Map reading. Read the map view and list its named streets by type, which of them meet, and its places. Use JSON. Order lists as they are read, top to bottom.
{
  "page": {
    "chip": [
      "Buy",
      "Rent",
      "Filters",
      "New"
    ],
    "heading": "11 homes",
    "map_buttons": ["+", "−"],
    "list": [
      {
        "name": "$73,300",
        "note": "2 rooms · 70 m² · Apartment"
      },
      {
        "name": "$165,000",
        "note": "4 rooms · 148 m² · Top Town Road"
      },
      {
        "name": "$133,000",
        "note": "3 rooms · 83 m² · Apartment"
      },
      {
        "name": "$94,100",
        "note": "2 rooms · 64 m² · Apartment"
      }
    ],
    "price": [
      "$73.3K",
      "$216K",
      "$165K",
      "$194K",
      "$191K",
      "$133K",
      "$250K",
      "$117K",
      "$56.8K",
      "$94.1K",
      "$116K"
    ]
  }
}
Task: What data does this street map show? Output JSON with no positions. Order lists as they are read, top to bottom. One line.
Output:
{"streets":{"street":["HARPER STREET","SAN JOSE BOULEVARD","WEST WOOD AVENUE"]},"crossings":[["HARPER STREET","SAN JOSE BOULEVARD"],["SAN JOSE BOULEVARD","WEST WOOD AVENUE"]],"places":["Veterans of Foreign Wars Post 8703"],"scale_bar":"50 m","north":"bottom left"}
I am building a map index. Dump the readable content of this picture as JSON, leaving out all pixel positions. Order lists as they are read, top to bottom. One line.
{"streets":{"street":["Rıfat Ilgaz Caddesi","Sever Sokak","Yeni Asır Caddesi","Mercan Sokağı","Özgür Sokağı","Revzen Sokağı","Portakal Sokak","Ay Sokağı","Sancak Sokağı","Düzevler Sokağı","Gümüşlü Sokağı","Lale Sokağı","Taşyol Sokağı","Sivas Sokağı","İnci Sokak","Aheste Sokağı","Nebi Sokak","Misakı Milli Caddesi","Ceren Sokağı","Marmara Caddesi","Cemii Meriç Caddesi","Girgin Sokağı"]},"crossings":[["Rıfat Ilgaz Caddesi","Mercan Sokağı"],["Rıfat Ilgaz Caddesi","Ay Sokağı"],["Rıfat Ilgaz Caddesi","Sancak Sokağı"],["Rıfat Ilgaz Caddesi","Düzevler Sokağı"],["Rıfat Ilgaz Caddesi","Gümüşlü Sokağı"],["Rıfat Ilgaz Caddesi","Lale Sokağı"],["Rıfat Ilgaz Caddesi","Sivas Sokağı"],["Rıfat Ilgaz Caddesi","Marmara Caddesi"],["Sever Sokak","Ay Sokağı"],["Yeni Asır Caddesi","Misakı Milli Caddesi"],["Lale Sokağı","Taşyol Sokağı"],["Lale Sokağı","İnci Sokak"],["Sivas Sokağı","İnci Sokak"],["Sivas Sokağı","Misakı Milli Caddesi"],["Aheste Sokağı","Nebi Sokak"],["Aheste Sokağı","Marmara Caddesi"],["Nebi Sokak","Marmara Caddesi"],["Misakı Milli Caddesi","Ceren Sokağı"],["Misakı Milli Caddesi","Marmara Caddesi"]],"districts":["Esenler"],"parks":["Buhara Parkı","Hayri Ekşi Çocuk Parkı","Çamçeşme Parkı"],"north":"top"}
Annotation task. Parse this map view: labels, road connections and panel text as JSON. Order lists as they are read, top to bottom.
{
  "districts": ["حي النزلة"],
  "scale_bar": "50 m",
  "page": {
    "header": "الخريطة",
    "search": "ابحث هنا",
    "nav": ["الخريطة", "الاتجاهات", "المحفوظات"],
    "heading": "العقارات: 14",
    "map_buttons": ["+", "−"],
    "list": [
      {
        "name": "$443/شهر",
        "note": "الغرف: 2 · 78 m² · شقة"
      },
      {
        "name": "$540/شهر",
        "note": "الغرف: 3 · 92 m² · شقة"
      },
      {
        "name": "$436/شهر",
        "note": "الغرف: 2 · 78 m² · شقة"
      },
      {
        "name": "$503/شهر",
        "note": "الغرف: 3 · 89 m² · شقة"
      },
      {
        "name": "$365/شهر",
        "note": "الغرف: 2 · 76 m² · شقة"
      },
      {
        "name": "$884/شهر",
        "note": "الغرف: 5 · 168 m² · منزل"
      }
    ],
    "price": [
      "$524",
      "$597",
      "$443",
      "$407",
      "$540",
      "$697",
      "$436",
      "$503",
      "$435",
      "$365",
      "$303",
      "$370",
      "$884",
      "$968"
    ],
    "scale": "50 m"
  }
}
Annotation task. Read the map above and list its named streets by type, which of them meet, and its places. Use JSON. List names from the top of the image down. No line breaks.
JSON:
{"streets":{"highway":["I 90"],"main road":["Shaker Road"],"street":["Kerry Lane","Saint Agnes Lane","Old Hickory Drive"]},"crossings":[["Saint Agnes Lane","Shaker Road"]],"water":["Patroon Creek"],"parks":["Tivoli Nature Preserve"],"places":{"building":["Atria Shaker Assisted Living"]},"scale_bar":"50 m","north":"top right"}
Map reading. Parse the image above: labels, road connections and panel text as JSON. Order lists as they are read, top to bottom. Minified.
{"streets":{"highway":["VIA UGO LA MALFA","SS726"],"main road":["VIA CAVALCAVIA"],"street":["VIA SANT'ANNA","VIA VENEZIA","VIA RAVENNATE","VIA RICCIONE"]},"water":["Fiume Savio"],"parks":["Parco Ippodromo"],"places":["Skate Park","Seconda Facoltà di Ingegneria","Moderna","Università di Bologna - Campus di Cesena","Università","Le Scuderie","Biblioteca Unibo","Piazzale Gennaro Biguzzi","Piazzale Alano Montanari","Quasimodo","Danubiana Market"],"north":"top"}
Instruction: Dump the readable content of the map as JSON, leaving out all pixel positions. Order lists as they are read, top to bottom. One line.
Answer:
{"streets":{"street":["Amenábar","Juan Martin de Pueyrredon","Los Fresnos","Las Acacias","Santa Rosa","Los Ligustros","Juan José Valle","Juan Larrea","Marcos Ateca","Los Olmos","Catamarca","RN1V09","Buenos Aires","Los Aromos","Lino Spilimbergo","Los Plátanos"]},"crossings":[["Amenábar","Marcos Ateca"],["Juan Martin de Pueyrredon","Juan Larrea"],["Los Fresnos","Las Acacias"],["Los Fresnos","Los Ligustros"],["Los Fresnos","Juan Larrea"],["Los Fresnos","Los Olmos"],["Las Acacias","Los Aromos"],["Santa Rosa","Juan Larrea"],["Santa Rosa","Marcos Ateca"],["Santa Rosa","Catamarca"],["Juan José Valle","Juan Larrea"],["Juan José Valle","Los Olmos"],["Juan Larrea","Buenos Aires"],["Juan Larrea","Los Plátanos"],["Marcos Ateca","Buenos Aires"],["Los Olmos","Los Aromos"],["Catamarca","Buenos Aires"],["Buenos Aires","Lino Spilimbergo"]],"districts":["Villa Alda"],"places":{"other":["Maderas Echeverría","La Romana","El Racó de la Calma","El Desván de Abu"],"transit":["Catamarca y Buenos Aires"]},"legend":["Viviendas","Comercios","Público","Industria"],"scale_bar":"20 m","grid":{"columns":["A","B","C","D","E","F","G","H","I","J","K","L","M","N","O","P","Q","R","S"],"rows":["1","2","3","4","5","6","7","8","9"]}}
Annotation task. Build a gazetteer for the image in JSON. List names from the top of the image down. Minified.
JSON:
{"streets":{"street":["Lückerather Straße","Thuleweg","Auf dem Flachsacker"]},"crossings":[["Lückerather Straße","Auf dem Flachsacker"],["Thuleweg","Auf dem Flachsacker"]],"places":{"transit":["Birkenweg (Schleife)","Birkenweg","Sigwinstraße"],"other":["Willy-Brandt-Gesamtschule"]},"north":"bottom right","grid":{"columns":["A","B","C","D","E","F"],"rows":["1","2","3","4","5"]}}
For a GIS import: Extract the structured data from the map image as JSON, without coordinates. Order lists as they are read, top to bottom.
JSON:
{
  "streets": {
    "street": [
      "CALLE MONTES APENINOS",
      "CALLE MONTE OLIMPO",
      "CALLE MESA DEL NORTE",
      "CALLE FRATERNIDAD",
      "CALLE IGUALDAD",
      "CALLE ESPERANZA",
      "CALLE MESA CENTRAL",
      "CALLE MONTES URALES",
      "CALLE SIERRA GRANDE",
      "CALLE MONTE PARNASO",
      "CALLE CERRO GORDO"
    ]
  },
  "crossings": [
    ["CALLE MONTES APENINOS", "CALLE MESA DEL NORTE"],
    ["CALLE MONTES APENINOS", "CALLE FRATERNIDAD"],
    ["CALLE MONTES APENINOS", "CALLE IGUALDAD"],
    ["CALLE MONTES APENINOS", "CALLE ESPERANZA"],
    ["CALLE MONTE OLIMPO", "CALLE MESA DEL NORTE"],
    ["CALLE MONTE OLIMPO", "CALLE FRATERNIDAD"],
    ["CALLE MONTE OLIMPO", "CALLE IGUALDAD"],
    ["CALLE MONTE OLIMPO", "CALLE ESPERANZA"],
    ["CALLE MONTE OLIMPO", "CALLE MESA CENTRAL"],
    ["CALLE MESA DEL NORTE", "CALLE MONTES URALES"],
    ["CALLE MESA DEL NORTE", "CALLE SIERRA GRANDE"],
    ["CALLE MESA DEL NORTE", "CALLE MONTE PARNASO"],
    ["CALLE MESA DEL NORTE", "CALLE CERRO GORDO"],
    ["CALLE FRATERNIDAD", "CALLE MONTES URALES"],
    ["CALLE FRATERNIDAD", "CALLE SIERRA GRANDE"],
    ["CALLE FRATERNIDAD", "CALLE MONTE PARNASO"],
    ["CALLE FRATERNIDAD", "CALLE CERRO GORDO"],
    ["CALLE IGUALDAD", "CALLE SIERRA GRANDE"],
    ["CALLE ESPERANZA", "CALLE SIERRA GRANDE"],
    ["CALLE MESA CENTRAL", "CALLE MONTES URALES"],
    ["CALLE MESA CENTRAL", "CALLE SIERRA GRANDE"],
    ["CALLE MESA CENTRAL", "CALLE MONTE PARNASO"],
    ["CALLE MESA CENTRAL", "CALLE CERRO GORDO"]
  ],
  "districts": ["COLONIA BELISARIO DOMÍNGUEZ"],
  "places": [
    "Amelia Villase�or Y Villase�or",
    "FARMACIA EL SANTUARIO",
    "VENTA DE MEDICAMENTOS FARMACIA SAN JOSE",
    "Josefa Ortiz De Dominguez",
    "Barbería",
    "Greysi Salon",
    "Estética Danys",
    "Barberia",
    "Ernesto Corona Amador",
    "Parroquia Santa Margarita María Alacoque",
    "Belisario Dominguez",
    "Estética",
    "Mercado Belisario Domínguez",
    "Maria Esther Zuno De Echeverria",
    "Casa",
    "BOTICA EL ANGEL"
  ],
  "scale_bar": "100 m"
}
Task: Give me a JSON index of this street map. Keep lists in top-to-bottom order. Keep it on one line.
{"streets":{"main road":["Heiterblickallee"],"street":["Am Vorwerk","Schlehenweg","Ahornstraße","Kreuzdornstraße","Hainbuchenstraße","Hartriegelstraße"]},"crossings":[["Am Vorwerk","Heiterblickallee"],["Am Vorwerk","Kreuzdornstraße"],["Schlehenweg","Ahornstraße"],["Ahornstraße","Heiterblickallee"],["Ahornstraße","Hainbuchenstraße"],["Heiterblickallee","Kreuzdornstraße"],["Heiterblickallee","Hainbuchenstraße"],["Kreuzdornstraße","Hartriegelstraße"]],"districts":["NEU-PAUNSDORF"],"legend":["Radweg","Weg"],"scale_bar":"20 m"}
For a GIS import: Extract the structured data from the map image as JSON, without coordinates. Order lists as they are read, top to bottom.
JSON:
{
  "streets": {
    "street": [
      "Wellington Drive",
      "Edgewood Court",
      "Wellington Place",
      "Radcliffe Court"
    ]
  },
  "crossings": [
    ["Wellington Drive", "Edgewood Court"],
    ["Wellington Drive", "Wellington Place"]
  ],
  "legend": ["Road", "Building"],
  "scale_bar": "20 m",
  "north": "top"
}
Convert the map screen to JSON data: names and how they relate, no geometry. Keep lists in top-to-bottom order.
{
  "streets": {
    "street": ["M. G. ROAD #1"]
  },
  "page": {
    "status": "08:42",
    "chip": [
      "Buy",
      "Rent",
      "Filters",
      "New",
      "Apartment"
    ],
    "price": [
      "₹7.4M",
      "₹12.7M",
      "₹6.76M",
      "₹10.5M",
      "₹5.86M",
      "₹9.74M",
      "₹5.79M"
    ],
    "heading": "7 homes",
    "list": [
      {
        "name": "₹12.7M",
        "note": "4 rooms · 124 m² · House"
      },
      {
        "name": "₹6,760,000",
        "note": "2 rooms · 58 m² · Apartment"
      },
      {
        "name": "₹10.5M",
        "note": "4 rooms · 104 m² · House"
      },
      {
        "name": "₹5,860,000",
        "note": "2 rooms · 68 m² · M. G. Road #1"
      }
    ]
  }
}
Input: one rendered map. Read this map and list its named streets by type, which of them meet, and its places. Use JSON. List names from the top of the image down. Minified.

> _Exercise_: Output the first line of the entries above and every line after it, exactly as written, ending with the line that contains "Task: What data".

> _Exercise response_:
Map reading. Read the map view and list its named streets by type, which of them meet, and its places. Use JSON. Order lists as they are read, top to bottom.
{
  "page": {
    "chip": [
      "Buy",
      "Rent",
      "Filters",
      "New"
    ],
    "heading": "11 homes",
    "map_buttons": ["+", "−"],
    "list": [
      {
        "name": "$73,300",
        "note": "2 rooms · 70 m² · Apartment"
      },
      {
        "name": "$165,000",
        "note": "4 rooms · 148 m² · Top Town Road"
      },
      {
        "name": "$133,000",
        "note": "3 rooms · 83 m² · Apartment"
      },
      {
        "name": "$94,100",
        "note": "2 rooms · 64 m² · Apartment"
      }
    ],
    "price": [
      "$73.3K",
      "$216K",
      "$165K",
      "$194K",
      "$191K",
      "$133K",
      "$250K",
      "$117K",
      "$56.8K",
      "$94.1K",
      "$116K"
    ]
  }
}
Task: What data does this street map show? Output JSON with no positions. Order lists as they are read, top to bottom. One line.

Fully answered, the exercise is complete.